The Art of Helping

The following is a transcript of Bert Hellinger’s short talk on the Art of Helping, as recorded through the following video. It serves to remind us to be humble, and to respect all life and all experience.
Good morning. Now we can start with the work.
And in the beginning, I would like to say something about the orders of helping, or perhaps better, the art of helping.
Now, all people actually are eager to help other people. We can see that if you ask somebody when you have lost your way where is the right street, people just rush to tell you. They like to help you. And whenever somebody is in a real need and asks for help, we like to help as far as we can.
Now the greatest helpers of all are, of course, our parents. Parents want to help their children. And children, as a rule, can rely completely on their parents for help.
When we help others, we feel good. If nobody needs our help, we feel lonely. Mutual helping connects us. This is everyday helping.
When we want to help in a professional way, we have to behave differently.
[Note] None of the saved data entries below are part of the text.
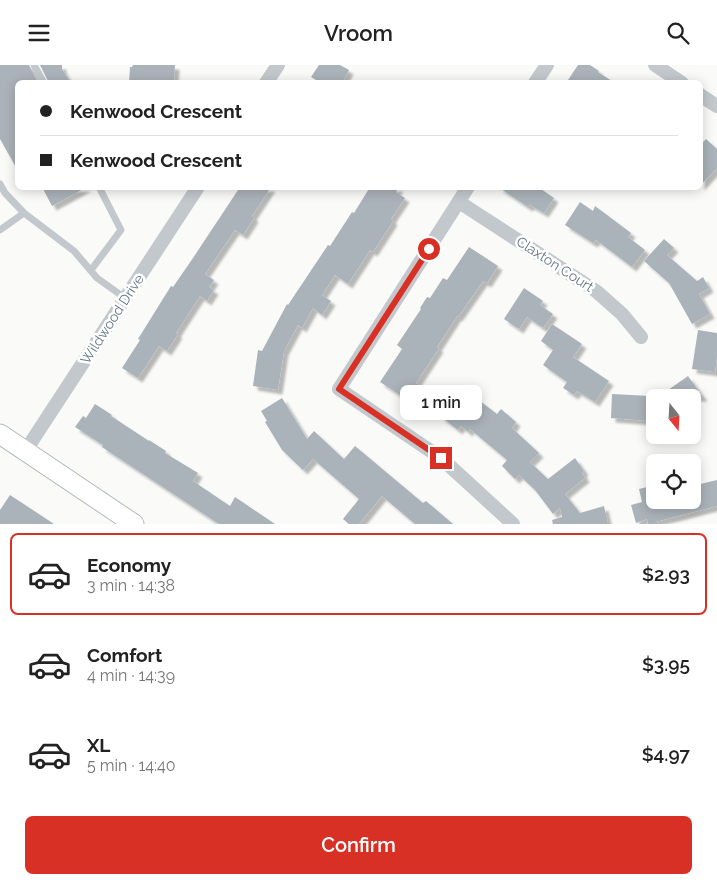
<!DOCTYPE html>
<meta charset="utf-8">
<style>
body{margin:0;font-family:Raleway,sans-serif;background:#f2f2f2;color:#222;height:100vh;display:flex;flex-direction:column;font-size:19px;white-space:nowrap}
*{box-sizing:border-box;margin:0}
p{font-size:16px;color:#767676}
.icon{flex:none;width:28px;height:28px;fill:none;stroke:currentColor;stroke-width:2;stroke-linecap:round;stroke-linejoin:round}
.map{position:relative;height:459px;overflow:hidden}
.panel{display:flex;flex-direction:column;background:#fff;flex:1}
.panel>*{flex:none}
.hud{position:absolute;left:15px;top:15px;width:688px;height:110px;border-radius:8px;box-shadow:0 2px 12px #0003;display:grid;align-content:center;height:110px;padding:0 25px;background:#fff}
.needle{width:32px;rotate:162deg}
.fabs{position:absolute;left:646px;top:324px;display:grid;gap:10px}
.fabs a{display:grid;place-items:center;width:55px;height:55px;border-radius:8px;background:#fff;box-shadow:0 2px 12px #0003;font-size:25px}
.end{position:absolute;width:22px;height:22px;margin:-11px;border:6px solid #d93025;background:#fff;box-shadow:0 0 0 2px #fff}
.from{border-radius:50%}
.bubble{position:absolute;height:35px;border-radius:8px;background:#fff;box-shadow:0 2px 12px #0003;font-size:16px;font-weight:600;line-height:35px;text-align:center}
.hud b{display:flex;align-items:center;gap:18px;height:48px;font-size:19px}
.hud b+b{border-top:1px solid #e0e0e0}
.hud i{width:12px;height:12px;background:#222}
ul{padding:9px 0 0;list-style:none}
li{display:flex;align-items:center;gap:15px;height:82px;margin:0 10px 8px;padding:0 15px;border:2px solid transparent;border-radius:8px}
li div{flex:1}
li b{display:block;font-size:19px}
li em{font-style:normal;font-weight:600}
li.selected{border-color:#d93025}
li>.icon{width:45px;height:45px;stroke-width:1.5}
.button{display:flex;gap:10px;margin-top:auto;padding:10px 25px}
.button a{flex:1;height:58px;border-radius:8px;background:#d93025;color:#fff;font-size:20px;font-weight:600;line-height:58px;text-align:center}
header{display:flex;justify-content:space-between;align-items:center;height:65px;padding:0 25px;background:#fff;font-size:22px;font-weight:600}
.map>svg:first-child{display:block}
</style>
<header><svg class="icon" aria-label="menu" viewBox="0 0 24 24"><path d="M4 6h16M4 12h16M4 18h16"/></svg>Vroom<svg class="icon" aria-label="search" viewBox="0 0 24 24"><circle cx="10" cy="10" r="6"/><path d="M15 15l6 6"/></svg></header>
<div class="map">
<svg width="717" height="459" viewBox="0 0 717 459">
<defs>
<filter id="shadow"><feDropShadow dx="4.5" dy="4.5" stdDeviation="1" flood-color="#0004"/></filter>
</defs>
<rect width="100%" height="100%" fill="#fafaf8"/>
<!-- building -->
<path fill="#aab3b9" filter="url(#shadow)" d="M 0,0 L 29,0 L 38,18 L 18,18 L 18,106 L 0,74 Z
M 40,0 L 62,0 L 62,4 L 71,18 L 49,18 Z
M 133,0 L 175,0 L 174,18 L 129,18 L 130,2 L 132,2 Z
M 319,0 L 340,0 L 349,5 L 342,18 L 321,18 L 311,12 Z
M 578,0 L 590,0 L 599,6 L 598,7 L 615,18 L 566,18 Z
M 706,74 L 717,84 L 717,103 L 700,121 L 700,80 Z
M 42,122 L 87,122 L 52,141 Z
M 240,122 L 271,122 L 252,151 L 254,153 L 243,170 L 235,165 L 205,209 L 214,215 L 209,222 L 214,225 L 207,236 L 200,231 L 176,268 L 178,269 L 167,286 L 159,281 L 138,313 L 122,303 L 140,275 L 138,274 L 171,221 L 173,222 L 193,193 Z
M 370,122 L 399,122 L 396,127 L 405,133 L 391,154 L 393,156 L 373,187 L 370,185 L 348,219 L 335,210 L 322,230 L 331,236 L 322,250 L 313,243 L 302,263 L 298,260 L 284,286 L 278,325 L 253,321 L 258,285 L 262,286 L 287,239 L 288,240 L 328,180 L 330,181 L 352,147 L 354,148 Z
M 498,122 L 538,122 L 554,133 L 544,148 L 530,140 L 528,142 Z
M 580,137 L 593,146 L 595,141 L 631,168 L 628,172 L 645,185 L 632,202 L 596,175 L 593,178 L 565,160 Z
M 664,174 L 674,183 L 667,190 L 697,216 L 703,212 L 709,223 L 699,229 L 710,249 L 692,259 L 669,218 L 644,196 Z
M 469,182 L 498,201 L 487,218 L 483,216 L 458,252 L 457,251 L 437,282 L 439,283 L 416,318 L 419,320 L 409,336 L 380,317 L 402,284 L 397,280 L 421,244 L 420,243 L 427,232 L 430,233 L 443,213 L 447,215 Z
M 524,223 L 543,236 L 540,240 L 553,249 L 543,263 L 527,252 L 519,264 L 504,254 Z
M 552,259 L 582,279 L 573,292 L 609,316 L 595,337 L 577,326 L 574,330 L 563,323 L 567,317 L 543,300 L 553,285 L 541,276 Z
M 698,265 L 717,268 L 717,292 L 715,307 L 692,304 Z
M 688,311 L 703,332 L 658,332 Z
M 463,323 L 497,349 L 501,344 L 516,357 L 512,363 L 539,388 L 530,397 L 548,414 L 575,393 L 584,406 L 582,408 L 585,413 L 565,429 L 580,448 L 604,441 L 608,459 L 553,459 L 552,455 L 562,452 L 560,443 L 553,449 L 535,425 L 519,410 L 515,414 L 502,401 L 507,395 L 470,364 L 468,367 L 461,361 L 458,365 L 440,351 Z
M 612,329 L 650,331 L 649,356 L 611,353 Z
M 282,333 L 307,374 L 314,366 L 344,394 L 355,381 L 423,438 L 426,436 L 453,459 L 415,459 L 382,431 L 359,459 L 349,459 L 343,454 L 359,434 L 313,394 L 303,405 L 282,385 L 265,357 L 267,356 L 261,346 Z
M 95,339 L 112,350 L 111,351 L 149,376 L 149,375 L 166,386 L 165,388 L 198,408 L 193,416 L 230,441 L 235,432 L 275,459 L 219,459 L 102,382 L 103,380 L 75,362 L 83,351 L 86,353 Z
M 717,415 L 717,441 L 655,457 L 655,459 L 648,459 L 647,454 L 636,458 L 631,440 L 642,437 L 639,424 L 655,420 L 655,435 L 692,435 L 692,421 Z
M 10,430 L 54,459 L 0,459 L 0,445 Z"/>
<g fill="none" stroke-linecap="round" stroke-linejoin="round">
<!-- secondary casing -->
<g stroke="#b3babf" stroke-width="21">
<path id="secondary" d="M 0,369 L 134,459"/>
</g>
<!-- lane -->
<path stroke="#c3c8cc" stroke-width="7" d="M 34,0 L 44,18
M 0,119 L 5,128 L 24,148 L 74,186 L 97,213 L 125,233
M 0,165 L 24,148
M 91,205 L 121,165 L 99,122"/>
<!-- street -->
<path stroke="#c3c8cc" stroke-width="14" d="M 655,0 L 682,18
M 266,18 L 278,0
M 535,18 L 547,0
M 700,30 L 717,41
M 468,122 L 339,324 L 441,393 L 513,459
M 459,137 L 596,226 L 622,249 L 641,272
M 26,385 L 198,122"/>
<!-- secondary -->
<use href="#secondary" stroke="#fff" stroke-width="19"/>
</g>
<g fill="none" stroke-linecap="round" stroke-linejoin="round">
<!-- route -->
<path stroke="#d93025" stroke-width="6" d="M 429,184 L 339,324 L 441,393"/>
</g>
<g text-anchor="middle" dominant-baseline="central" stroke-width="5" stroke-linejoin="round" paint-order="stroke">
<!-- street labels -->
<g font-size="14" fill="#657683" stroke="#fff">
<text transform="translate(555 199) rotate(33)">Claxton Court</text>
<text transform="translate(112 254) rotate(-57)">Wildwood Drive</text>
</g>
</g>
</svg>
<div class="fabs">
<a><svg class="needle" viewBox="-14 -14 28 28"><path d="M0-13l5 13h-10z" fill="#e53935"/><path d="M0 13l5-13h-10z" fill="#767676"/></svg></a>
<a><svg class="icon" aria-label="locate" viewBox="0 0 24 24"><circle cx="12" cy="12" r="6"/><path d="M12 2v4M12 18v4M2 12h4M18 12h4"/></svg></a>
</div>
<i class="end from" style="left:429px;top:184px"></i>
<i class="end" style="left:441px;top:393px"></i>
<div class="bubble" style="left:400px;top:320px;width:82px">1 min</div>
<div class="hud">
<b><i class="from"></i>Kenwood Crescent</b>
<b><i></i>Kenwood Crescent</b>
</div>
</div>
<section class="panel">
<ul>
<li class="selected"><svg class="icon" aria-label="car" viewBox="0 0 24 24"><path d="M5 17H2v-5l4-1 3-4h7l3 4 3 1v5h-3M9 17h6M6 11h13"/><circle cx="7" cy="17" r="2"/><circle cx="17" cy="17" r="2"/></svg><div><b>Economy</b><p>3 min · 14:38</p></div><em>$2.93</em></li>
<li><svg class="icon" aria-label="car" viewBox="0 0 24 24"><path d="M5 17H2v-5l4-1 3-4h7l3 4 3 1v5h-3M9 17h6M6 11h13"/><circle cx="7" cy="17" r="2"/><circle cx="17" cy="17" r="2"/></svg><div><b>Comfort</b><p>4 min · 14:39</p></div><em>$3.95</em></li>
<li><svg class="icon" aria-label="car" viewBox="0 0 24 24"><path d="M5 17H2v-5l4-1 3-4h7l3 4 3 1v5h-3M9 17h6M6 11h13"/><circle cx="7" cy="17" r="2"/><circle cx="17" cy="17" r="2"/></svg><div><b>XL</b><p>5 min · 14:40</p></div><em>$4.97</em></li>
</ul>
<div class="button"><a>Confirm</a></div>
</section>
And even those who are not professional can learn much if they know something about good professional help.
Good helping presupposes that you respect the person you want to help. And very often if you have some need, and you express it, and people rush to help you, you feel uneasy very often because they are not just helping, they are intruding. Their main purpose is not to help you, they help themselves. They enjoy helping and make use of you for their satisfaction.
There was a famous saint in France, his name was Vincent. He was founding many institutions to help poor people. And one day he told a friend if they want to help you, be careful.
You can observe this. If a person is very ill and close to death, people worry about that person and that dying person has to worry about those who worry about him. They help because they cannot face his illness and close death. They cover up their fear by helping.
Many professional helpers help too much. In a way, some helpers behave as if they could change the destiny of a person. And in this way, they behave actually like children.
Children, small children especially, want to do everything to save their mother and their father. We can see that in family constellations. They want to take over from their mother and their father a destiny. And sometimes they say it’s better that I am ill than you, my dear mother. Or they even say it’s better that I die than you, my dear mother.
But their attempts to help to save their parents always fail, and that is an experience that is very painful. But they do not give up.
When they have grown up, they want to help other people, just as they wanted to help their parents as a child. So they are on the look out for people who need their help, and then they rush in like children. Then this develops a very strange relationship between the helper and the person he wants to help.
When you look at this, who of the two, the client and the helper, is in charge? Who behaves like a child, and who must behave like a mother or a father?
The helper behaves like a child. And this therapeutic relationship must fail. How ineffective this kind of helping can be, you can just see when you check how long does a therapy take. Some people go to therapy for 30 years. And what is the result? They have wasted their life.
Helping in such a way is irresponsible.
Therefore, when we want to have the strength to help, we must first give up to help our parents.
We look at our father and our mother and say, “You are great and I am small. I honor you as great, and I remain the child.” In this way, the child can separate from the parents, and when it grows up and has to help other people, it no longer has to behave like a child.
And the helper says to the client “You are big, and I am small.” He can say this if he does not only look at the client, but looks beyond the client to his or her parents and respects them.
When we were talking about the Orders of Love, we can see that there is a certain hierarchy in a system. In a system, the parents in the family system come first, and the child comes second. Because the parents were there first, and the children came later. That is a hierarchy according to the time of entering the system.
If a client comes to us, and asks for help, we enter this system.
The therapist and helper becomes part of this system. If we look at the system according to the Orders of Love, who comes first? The parents of course, and who comes second? The client. And who comes last? The helper.
Many helpers behave quite in the opposite way. They think they are great, and they behave in a superior way. And then the order for them is first come I as a therapist, then you as a client, and in the last place, the parents. So the whole system is turn upside down. And this helping must fail.
Much of the learning we do here consists in perceiving when we take up the wrong place when we help. And to find the place where we have the greatest strength to help.